Pendant ce temps, il s’était reculé et parlait d’une voix basse, presque sans inflexions. Elle s’empressa de décalotter sa verge et se mit à lécher son gland. Sa langue commença par des petites léchouilles sur le dôme, peu sensible puis glissa vers une zone explosive : la couronne. Elle en fit le tour à petits coups de langue taquine, s’arrêtant sur le frein et le titillant à nouveau. Elle étendit sa gourmandise au fourreau, le léchant sur toutes les faces, puis se consacrant sur la face intérieure, plus sensible. Elle le gâtait de longs léchages, allant du gland à la base et vice versa dans de longs va-et-vient. Joueuse, sa bouche s’emparait du de la verge, l’engloutissait plus au moins profondément, le faisant coulisser dans un aller-et-retour cadencé. J’avais devant moi la déesse des fellatrices. Je sentais mon corps tressaillir. Elle entreprenait ce jeu de manière très excitante à tel point que je me suis demandé si quels autres secrets, elle avait encore. Elle poussait des petits cris. J’étais au comble de l’excitation. Elle prit ses bourses dans sa main, les embrassa, les lécha, puis hurla des compliments grivois puis un long râle de plaisir libéra de sa semence la verge tendue.

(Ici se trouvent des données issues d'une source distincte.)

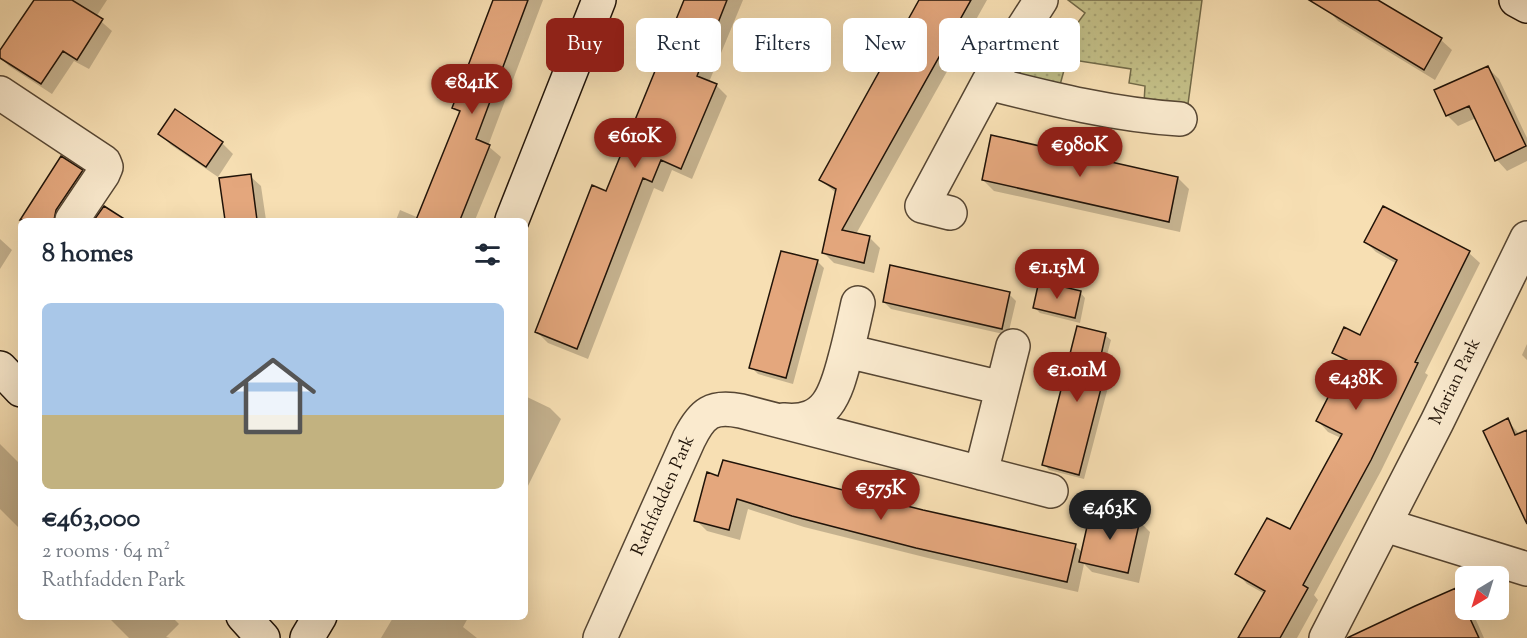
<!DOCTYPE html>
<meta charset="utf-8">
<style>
body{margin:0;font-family:"Sorts Mill Goudy",serif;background:#f6f6f7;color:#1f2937;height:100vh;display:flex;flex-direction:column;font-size:22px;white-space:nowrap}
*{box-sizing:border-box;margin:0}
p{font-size:20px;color:#747a83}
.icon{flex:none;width:33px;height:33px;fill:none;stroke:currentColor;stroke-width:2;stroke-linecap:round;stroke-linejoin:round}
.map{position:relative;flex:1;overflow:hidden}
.details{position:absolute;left:18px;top:218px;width:510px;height:402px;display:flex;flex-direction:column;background:#fff;border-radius:9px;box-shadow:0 6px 24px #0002}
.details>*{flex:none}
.banner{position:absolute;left:546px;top:18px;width:570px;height:54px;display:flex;gap:12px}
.needle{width:39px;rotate:218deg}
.tools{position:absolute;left:1455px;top:566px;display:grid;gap:12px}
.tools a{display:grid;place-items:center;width:54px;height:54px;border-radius:9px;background:#fff;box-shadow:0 6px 24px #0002;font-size:30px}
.price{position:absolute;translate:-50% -51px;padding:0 14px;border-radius:21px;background:#8f2418;color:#fff;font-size:20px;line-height:39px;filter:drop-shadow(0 2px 3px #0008)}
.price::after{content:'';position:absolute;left:50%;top:36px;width:18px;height:14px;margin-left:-9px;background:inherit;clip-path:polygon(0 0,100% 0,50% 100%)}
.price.selected{background:#222;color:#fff}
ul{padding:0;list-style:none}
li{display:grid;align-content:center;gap:12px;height:318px;padding:0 24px}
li+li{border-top:2px solid #e0e1e3}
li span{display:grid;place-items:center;height:186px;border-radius:9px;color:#555}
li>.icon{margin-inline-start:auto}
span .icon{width:108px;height:108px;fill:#fffc;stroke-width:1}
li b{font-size:26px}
h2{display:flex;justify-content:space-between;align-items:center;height:72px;padding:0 24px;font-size:26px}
.pill{padding:0 21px;border-radius:9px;background:#fff;box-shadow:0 6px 24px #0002;font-size:21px;line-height:54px}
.pill.selected{background:#8f2418;color:#fff}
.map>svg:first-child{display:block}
</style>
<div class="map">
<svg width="1527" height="638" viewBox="0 0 1527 638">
<defs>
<pattern id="grass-dots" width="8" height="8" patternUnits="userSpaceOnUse" patternTransform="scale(1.5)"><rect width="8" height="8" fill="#c4c088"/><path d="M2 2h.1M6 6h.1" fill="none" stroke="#a8a474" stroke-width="1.8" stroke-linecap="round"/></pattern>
</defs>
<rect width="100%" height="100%" fill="#f7dfb3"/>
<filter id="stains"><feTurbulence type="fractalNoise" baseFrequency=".00333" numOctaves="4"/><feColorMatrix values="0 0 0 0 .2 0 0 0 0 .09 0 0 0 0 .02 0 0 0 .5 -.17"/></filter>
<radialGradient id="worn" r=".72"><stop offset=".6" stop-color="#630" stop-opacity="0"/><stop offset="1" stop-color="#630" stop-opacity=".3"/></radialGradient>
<!-- grass -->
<path fill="url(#grass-dots)" stroke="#726a48" stroke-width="1.5" d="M1068 0H1202L1188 104 1144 103 1145 86 1129 83 1131 69 1067 59 1060 85 1027 78 1019 72 1018 60 1033 39 1055 54 1085 13Z"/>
<!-- shadow -->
<path fill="#0003" d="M36 0H107L96 17 112 31 89 69 74 61 52 94 9 66 0 57V53Z
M494 0H543L488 146 501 157 475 220H396L400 210 419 218 461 114 454 108Z
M686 0H743L709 82 716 85 727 96 692 179 672 170 663 192 654 188 588 359 548 343 537 332 606 192Z
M921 0H987L856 234 869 237 880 248 874 273 834 263 824 253 836 193 821 180Z
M1334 0H1375L1441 40 1452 50 1435 80 1338 21 1328 10Z
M1488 68 1499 79 1527 138V161L1507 171 1497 160 1476 118 1458 126 1447 115Z
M160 134 222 143 233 154 218 177 171 145Z
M62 158 82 172 93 182 67 220H22Z
M250 176 261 186 266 220H226L221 180Z
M1178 178 1189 189 1180 232 994 191 983 180Z
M0 239 12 250 0 269Z
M1366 242 1469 253 1480 263 1425 373 1428 375 1381 471 1314 595 1318 600 1297 638H1239L1265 594 1247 584 1237 573 1291 531 1341 438 1328 432 1318 421 1347 364 1334 352 1361 337 1397 264 1376 252Z
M817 261 824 268 793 384 758 374 751 367Z
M1080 292 1085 298 1080 323 1040 313 1035 308Z
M1009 294 1016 301 1008 335 891 309 884 302Z
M1105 335 1111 340 1104 366 1112 372 1084 479 1049 470 1044 464Z
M1527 344V360L1522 355Z
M525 396 550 408 561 419 525 492Z
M1507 420 1520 435 1527 431V517Z
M0 444 21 465V530L0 509Z
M720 478 923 512 1075 546 1083 553 1139 521 1150 532 1139 583 1092 572 1084 564 1078 592 928 558 804 527 748 509 740 540 707 531 696 520Z
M1456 590 1466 599V609H1471L1484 638H1388Z
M107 616H171L179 624 166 637 170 638H129Z
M394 616H469L463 627 477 638H381Z"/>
<!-- building -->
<path fill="#e4a77d" stroke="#201308" stroke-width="1.5" d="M34 0H72L103 19 77 60 63 51 41 84 0 58V50Z
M493 0H528L476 139 490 145 460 220H416L460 111 452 108Z
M684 0H727L697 76 717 84 681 169 661 160 652 182 643 178 577 349 535 332 592 185 606 191Z
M919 0H971L842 230 870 236 864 263 822 253 836 189 819 180Z
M1309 0H1378L1442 38 1424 70Z
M1488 66 1526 146 1495 161 1469 106 1446 116 1434 90Z
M175 109 223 142 206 167 158 134Z
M991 135 1178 177 1169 222 982 180Z
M61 156 83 170 56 210 54 220H20Z
M251 174 257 220H225L219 178Z
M104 206 126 220H94Z
M1383 206 1470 251 1415 362 1418 363 1371 460 1303 585 1308 588 1280 638H1238L1265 591 1235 574 1267 518 1290 529 1342 434 1316 421 1347 360 1332 353 1344 327 1360 335 1397 260 1364 242Z
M781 251 818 260 786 378 749 368Z
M890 265 1010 292 1002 329 883 302Z
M1039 281 1081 291 1075 318 1033 308Z
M1077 326 1106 333 1099 364 1107 365 1079 475 1042 465Z
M1508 418 1515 435 1527 430V524L1483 431Z
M723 460 923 510 1076 544 1067 582 916 548 792 516 737 499 729 530 694 521 707 472 718 476Z
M1091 509 1140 520 1128 573 1079 562Z
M1456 588 1479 638H1347L1415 606Z"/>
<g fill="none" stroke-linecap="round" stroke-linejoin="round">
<!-- street casing -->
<g stroke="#564633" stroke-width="36">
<path id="street" d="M988 83C1051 99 1115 115 1180 119
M0 93 104 162 106 167 103 174 72 220
M950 213 922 206 988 83 1041 0
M847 351 1002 388
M783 420C827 425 836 393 845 358 850 340 854 321 858 303
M981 473 1013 346
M1385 525 1527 569
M600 638 689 439C702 413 712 405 741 411L1051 491
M1326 638 1437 422 1527 238"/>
</g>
<!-- secondary casing -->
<g stroke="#201308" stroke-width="36">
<path id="secondary" d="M1516 0 1527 6
M512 220 599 0
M0 368 21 390
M243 616 263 638
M307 638 320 616"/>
</g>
<!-- street -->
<use href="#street" stroke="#faeace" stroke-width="33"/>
<!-- secondary -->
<use href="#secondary" stroke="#faeace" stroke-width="33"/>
</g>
<g text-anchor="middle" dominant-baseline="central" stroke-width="4.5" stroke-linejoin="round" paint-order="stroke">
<!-- street labels -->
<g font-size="18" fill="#201308" stroke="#faeace">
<text transform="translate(1456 382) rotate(-64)">Marian Park</text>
<text transform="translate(664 496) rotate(-66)">Rathfadden Park</text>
</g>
</g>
<rect width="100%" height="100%" filter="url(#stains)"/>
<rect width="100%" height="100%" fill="url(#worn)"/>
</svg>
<div class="tools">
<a><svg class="needle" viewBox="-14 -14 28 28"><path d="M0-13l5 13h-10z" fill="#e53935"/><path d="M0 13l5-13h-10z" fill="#747a83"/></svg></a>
</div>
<b class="price" style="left:472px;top:115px">€841K</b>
<b class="price" style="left:635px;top:169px">€610K</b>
<b class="price" style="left:1080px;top:178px">€980K</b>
<b class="price" style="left:1057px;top:300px">€1.15M</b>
<b class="price" style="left:1077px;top:403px">€1.01M</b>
<b class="price" style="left:1356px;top:411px">€438K</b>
<b class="price" style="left:881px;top:521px">€575K</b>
<b class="price selected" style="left:1110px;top:541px">€463K</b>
<div class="banner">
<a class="pill selected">Buy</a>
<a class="pill">Rent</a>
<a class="pill">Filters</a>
<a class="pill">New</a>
<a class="pill">Apartment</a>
</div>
<section class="details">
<h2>8 homes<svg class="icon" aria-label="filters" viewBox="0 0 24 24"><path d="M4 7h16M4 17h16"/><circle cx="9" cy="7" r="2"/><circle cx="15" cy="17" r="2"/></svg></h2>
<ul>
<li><span style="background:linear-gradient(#a9c7e8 60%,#c2b280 0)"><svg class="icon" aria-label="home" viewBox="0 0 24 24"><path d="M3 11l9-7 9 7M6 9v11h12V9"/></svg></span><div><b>€463,000</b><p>2 rooms · 64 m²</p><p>Rathfadden Park</p></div></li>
</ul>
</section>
</div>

Je sentis mon corps tressaillir. Je venais de jouir. J’étais tellement concentrée sur cette scène délicieuse que je mis quelques secondes avant de comprendre que j’étais à mon tour sous les projecteurs. Ils m’observaient tous les deux. Gênée, je rentrais chez moi mais bien décidée à lui parler de ce moment privilégié.